I was having a "conversation" on Twitter this morning with Esther Derby and Scott Duncan about how good engineering practices are required in addition to Scrum's project management practices.

This isn't anything new - I've blogged about it before.

We discussed how it often seems that it's easier to introduce the management practices of Scrum than the engineering practices of XP. Esther asked me why I thought this was the case, and a thought struck me - it's how the developers were trained.

(Warning - here comes yet another aviation analogy!)

During my flight training, my first instructor made a point of saying early and often that it was very important to listen closely, do what she said the way she said to do it, and to practice that way afterwards. She emphasized the importance of this, saying that "when faced with an emergency, you'll revert to your original training". That was in 2005, and even now I hear her voice in my head when I'm flying and practicing things such as forced landings.

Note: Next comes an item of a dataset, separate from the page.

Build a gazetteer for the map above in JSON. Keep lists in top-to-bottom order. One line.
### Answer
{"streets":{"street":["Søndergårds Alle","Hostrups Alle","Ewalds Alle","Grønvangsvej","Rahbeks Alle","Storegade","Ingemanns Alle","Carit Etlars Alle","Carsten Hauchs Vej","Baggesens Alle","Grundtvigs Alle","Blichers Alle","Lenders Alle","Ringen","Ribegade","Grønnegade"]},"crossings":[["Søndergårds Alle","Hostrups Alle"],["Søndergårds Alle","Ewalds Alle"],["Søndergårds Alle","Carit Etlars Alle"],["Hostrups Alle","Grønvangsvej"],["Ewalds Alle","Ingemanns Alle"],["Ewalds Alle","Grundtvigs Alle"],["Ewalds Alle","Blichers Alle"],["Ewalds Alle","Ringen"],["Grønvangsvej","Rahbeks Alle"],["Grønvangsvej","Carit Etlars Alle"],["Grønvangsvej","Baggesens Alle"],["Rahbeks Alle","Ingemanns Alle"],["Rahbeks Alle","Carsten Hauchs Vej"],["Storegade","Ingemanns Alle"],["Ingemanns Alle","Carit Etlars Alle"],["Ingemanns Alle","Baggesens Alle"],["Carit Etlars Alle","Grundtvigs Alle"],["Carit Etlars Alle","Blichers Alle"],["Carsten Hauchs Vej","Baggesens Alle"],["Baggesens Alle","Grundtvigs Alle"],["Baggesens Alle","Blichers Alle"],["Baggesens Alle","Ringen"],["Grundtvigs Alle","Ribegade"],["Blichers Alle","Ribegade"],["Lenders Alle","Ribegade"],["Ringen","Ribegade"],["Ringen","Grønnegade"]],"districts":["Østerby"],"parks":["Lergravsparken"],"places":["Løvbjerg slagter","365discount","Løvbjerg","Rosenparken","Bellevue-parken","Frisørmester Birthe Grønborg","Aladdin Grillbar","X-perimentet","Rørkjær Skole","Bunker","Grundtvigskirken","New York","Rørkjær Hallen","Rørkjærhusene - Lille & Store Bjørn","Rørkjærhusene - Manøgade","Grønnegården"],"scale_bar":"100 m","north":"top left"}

How does this apply to software development? Well, consider the poor overworked software developer. They've had this bloody Scrum process thrust upon them meaning they have to deliver more, deliver it faster and have those annoying business people around all the time to pester them. On top of it, the damned "Agile Coach" is harassing all the developers to write more code that tests the code they've already written. Near the end of the sprint, this poor developer is running out of time and still has work to complete - they are facing an emergency! So what do they do? They revert to their original training.

What was that training? If they went to university or college, likely long hours working alone or in very small groups trying to get assignments done. They hacked something together that met the requirements for the assignment, and could afford to make it throwaway. Automated tests? BAH!! Simplest thing that could possibly work? How's that going to impress the prof? In the end, the attitude is to get something - anything - done in order to get the marks.

It's this training environment that leads to the problems when the developers are "faced with an emergency" later in their careers.